Maximum Value of an Ordered Triplet I - Video Solutions

Problem Overview: You are given an integer array nums. The goal is to compute the maximum value of the expression (nums[i] - nums[j]) * nums[k] such that i < j < k. If every possible value is negative, return 0. The challenge is efficiently evaluating valid triplets while respecting the index ordering constraint.

Approach 1: Brute Force Enumeration (O(n^3) time, O(1) space)

The most direct method checks every ordered triplet (i, j, k) where i < j < k. Use three nested loops: the outer loop selects i, the second selects j, and the third selects k. For each combination, compute (nums[i] - nums[j]) * nums[k] and track the maximum value seen. This approach is useful for verifying correctness and understanding the problem constraints, but it quickly becomes impractical because the number of triplets grows cubically. With arrays of size n, the runtime is O(n^3) and the algorithm uses constant extra memory O(1). This method works only for very small inputs.

Approach 2: Prefix and Suffix Maximums (O(n) time, O(n) space)

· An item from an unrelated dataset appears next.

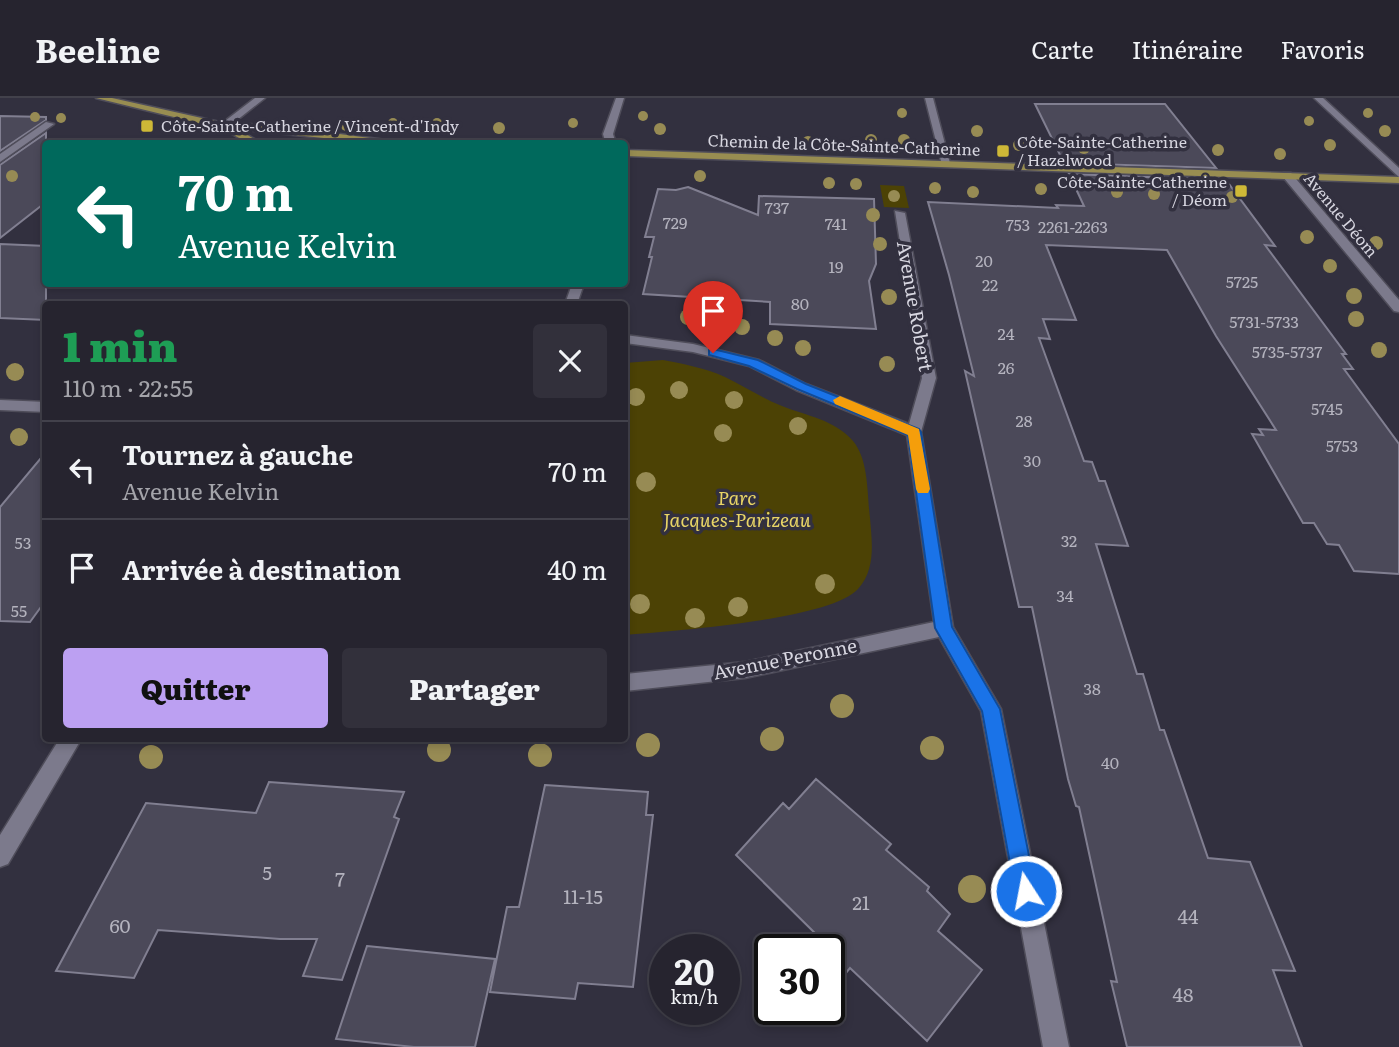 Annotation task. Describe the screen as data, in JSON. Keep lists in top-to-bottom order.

The expression (nums[i] - nums[j]) * nums[k] can be maximized by selecting the largest possible nums[i] before j and the largest possible nums[k] after j. Instead of enumerating every triplet, precompute helpful values. First build a prefix array where prefixMax[j] stores the maximum element from index 0 to j. Then build a suffix array where suffixMax[j] stores the maximum element from index j to the end of the array.

Now treat each index j as the middle element of the triplet. The best candidate on the left is prefixMax[j-1], and the best candidate on the right is suffixMax[j+1]. Compute the value (prefixMax[j-1] - nums[j]) * suffixMax[j+1] and update the global maximum. This reduces the search from three nested loops to a single pass over the array after preprocessing. The overall complexity becomes O(n) time with O(n) extra memory.

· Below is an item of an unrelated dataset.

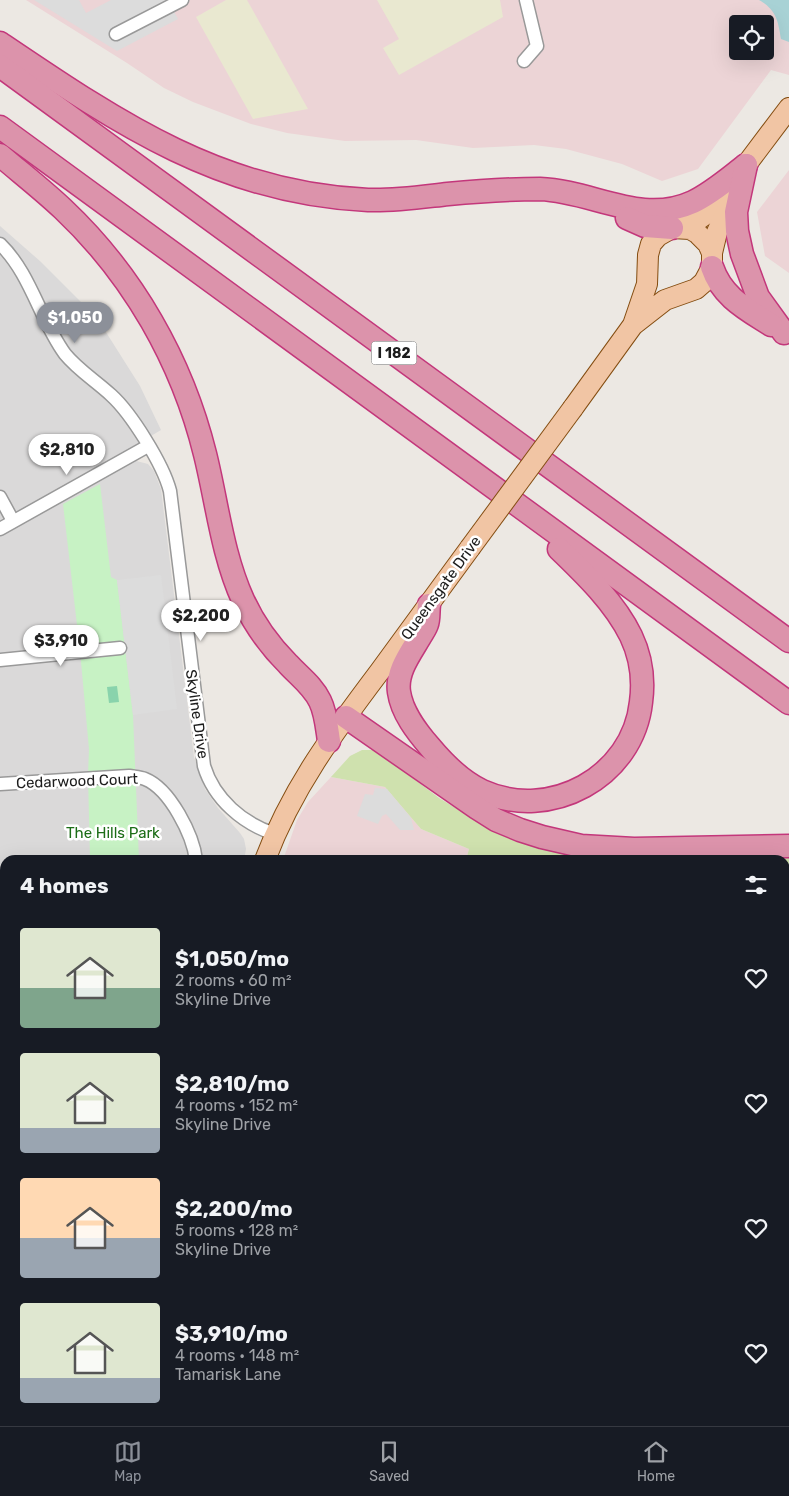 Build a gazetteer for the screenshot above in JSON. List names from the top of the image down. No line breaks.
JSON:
{"streets":{"highway":["I 182"],"main road":["Queensgate Drive"],"street":["Skyline Drive","Cedarwood Court"]},"crossings":[["Queensgate Drive","Skyline Drive"]],"parks":["The Hills Park"],"page":{"price":["$1,050","$2,810","$2,200","$3,910"],"heading":"4 homes","list":[{"name":"$1,050/mo","note":"2 rooms · 60 m² · Skyline Drive"},{"name":"$2,810/mo","note":"4 rooms · 152 m² · Skyline Drive"},{"name":"$2,200/mo","note":"5 rooms · 128 m² · Skyline Drive"},{"name":"$3,910/mo","note":"4 rooms · 148 m² · Tamarisk Lane"}],"tabs":["Map","Saved","Home"]}}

This technique works because the best triplet for a fixed j must use the maximum available value on both sides to maximize the difference and the multiplier. Precomputing those values avoids repeated scanning of the array.

The solution relies on simple preprocessing over an array and a classic prefix/suffix preprocessing pattern often used in problems involving range maximum queries. Variants of this idea appear frequently in optimization problems where each index acts as a pivot.

Recommended for interviews: The prefix and suffix maximum approach. Interviewers expect candidates to move beyond brute force and recognize that the optimal i and k for each j are simply the maximum values on each side. Implementing this in O(n) time shows strong problem‑decomposition skills while keeping the code straightforward.